Us
Starring Lupita N’Yongo, Winston Duke, Shahadi Wright Joseph, Evan Alex, and Elisabeth Moss
Directed by Jordan Peele
Reviewed by Michael Dalton
[rating: 3/5]
To an audience at the South by Southwest film festival regarding his new horror film Us, director Jordan Peele had this to say, “On the broader strokes of things, this movie is about this country. And when I decided to write this movie, I was stricken with the fact that we are in a time when we fear the other, whether it is the mysterious invader that we think is going to come and kill us, take our jobs, or the faction that we don’t live near that voted a different way than us. We’re all about pointing the finger. And I wanted to suggest that maybe the monster we really need to look at has our face.” Indeed. Perhaps before the lights went down in cinemas across the world, Mr. Peele himself couldn’t have provided a social service announcement saying as much instead of feeling the need to overexplain the far-reaching solution to his bloody tale of clones and tethering. Fear not. Mentioning clones is by no means a spoiler at this point. The trailer for Us, featuring star Lupita N’yongo’s eyes bugging out in horrified disbelief, has long since gone viral and the poster art of hands grasping gold scissors has a malevolent appeal. The way was paved for a helluva night at the pics and it makes good on its promise. But, what Us will do (say the title as initials and what do you get?) is send you out of the cinema debating how effective, or indeed necessary, Peele’s answer to it all is.
So, it all begins in 1986 with a young girl called Adelaide (Madison Curry) at a seaside fair in Santa Cruz with her parents. She wanders off and finds a hall of mirrors that bears the sign “Find Yourself”. Inside she sees her reflection naturally enough but the reflection doesn’t mirror her movements. It’s her doppelganger and the encounter leaves her traumatised. Many years later an apprehensive Adelaide (N-yongo), her wisecracking husband Gabe (Winston Duke), her phone-obsessed daughter Zora (Shahadi Wright Joseph), and her horror mask-obsessed son Jason (Evan Alex) are heading to their beach house in Santa Cruz. On the beach they meet up with their bland friends Josh and surgically enhanced Kitty Tyler, Jason wanders off and sees a ghoulish figure with outstretched arms and blood dripping from his fingers, and an oversized flock of seagulls suddenly appear agitated. Peele doesn’t need the cover of darkness to creep you out. Portents of doom are his specialty.
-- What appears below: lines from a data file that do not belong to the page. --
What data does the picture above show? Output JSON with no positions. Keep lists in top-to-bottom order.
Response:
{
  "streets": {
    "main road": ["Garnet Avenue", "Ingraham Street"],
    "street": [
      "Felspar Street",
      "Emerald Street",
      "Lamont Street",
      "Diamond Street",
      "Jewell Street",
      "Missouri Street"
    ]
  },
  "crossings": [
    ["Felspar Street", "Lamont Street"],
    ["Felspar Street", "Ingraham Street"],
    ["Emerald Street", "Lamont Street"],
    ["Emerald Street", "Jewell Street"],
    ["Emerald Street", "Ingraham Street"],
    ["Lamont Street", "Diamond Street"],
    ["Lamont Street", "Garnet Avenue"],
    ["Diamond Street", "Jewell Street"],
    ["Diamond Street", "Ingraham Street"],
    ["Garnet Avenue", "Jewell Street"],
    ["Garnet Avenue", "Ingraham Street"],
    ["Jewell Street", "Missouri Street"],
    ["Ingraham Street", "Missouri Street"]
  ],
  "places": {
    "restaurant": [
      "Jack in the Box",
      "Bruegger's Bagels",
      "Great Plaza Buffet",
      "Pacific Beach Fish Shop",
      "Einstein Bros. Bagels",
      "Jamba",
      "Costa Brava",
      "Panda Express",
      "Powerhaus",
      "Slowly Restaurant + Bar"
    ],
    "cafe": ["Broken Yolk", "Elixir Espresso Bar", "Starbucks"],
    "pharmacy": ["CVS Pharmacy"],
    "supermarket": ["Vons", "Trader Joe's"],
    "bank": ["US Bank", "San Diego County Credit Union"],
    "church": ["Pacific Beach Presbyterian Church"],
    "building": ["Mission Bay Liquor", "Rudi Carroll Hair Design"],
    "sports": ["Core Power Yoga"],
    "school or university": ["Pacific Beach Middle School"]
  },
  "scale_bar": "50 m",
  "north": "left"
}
Later that night, a family of four in red jumpsuits appears in their driveway and after Gabe tries to drive them away, they break in. As it happens, these four are the family’s absolute doubles and the visit is a hostile one and worse still, identical attacks are happening right across the country. Only Adelaide’s other speaks, in a weird garbled speech pattern, while Gabe’s other huffs and heaves like a bear, Zora’s other has a smile you won’t forget in a hurry, and Jason’s other, with burn scars, scuttles about on all fours and also favours a mask; his however is like the one worn by Dr. Genessier’s similarly damaged daughter in Georges Franju’s Eyes Without a Face (uh huh). At the screening I attended, it almost bought the house down when Adelaide asked her other who she and her cohorts are. “We’re Americans” she snarls. I doubt there’ll be a more terrifying announcement in cinemas this year.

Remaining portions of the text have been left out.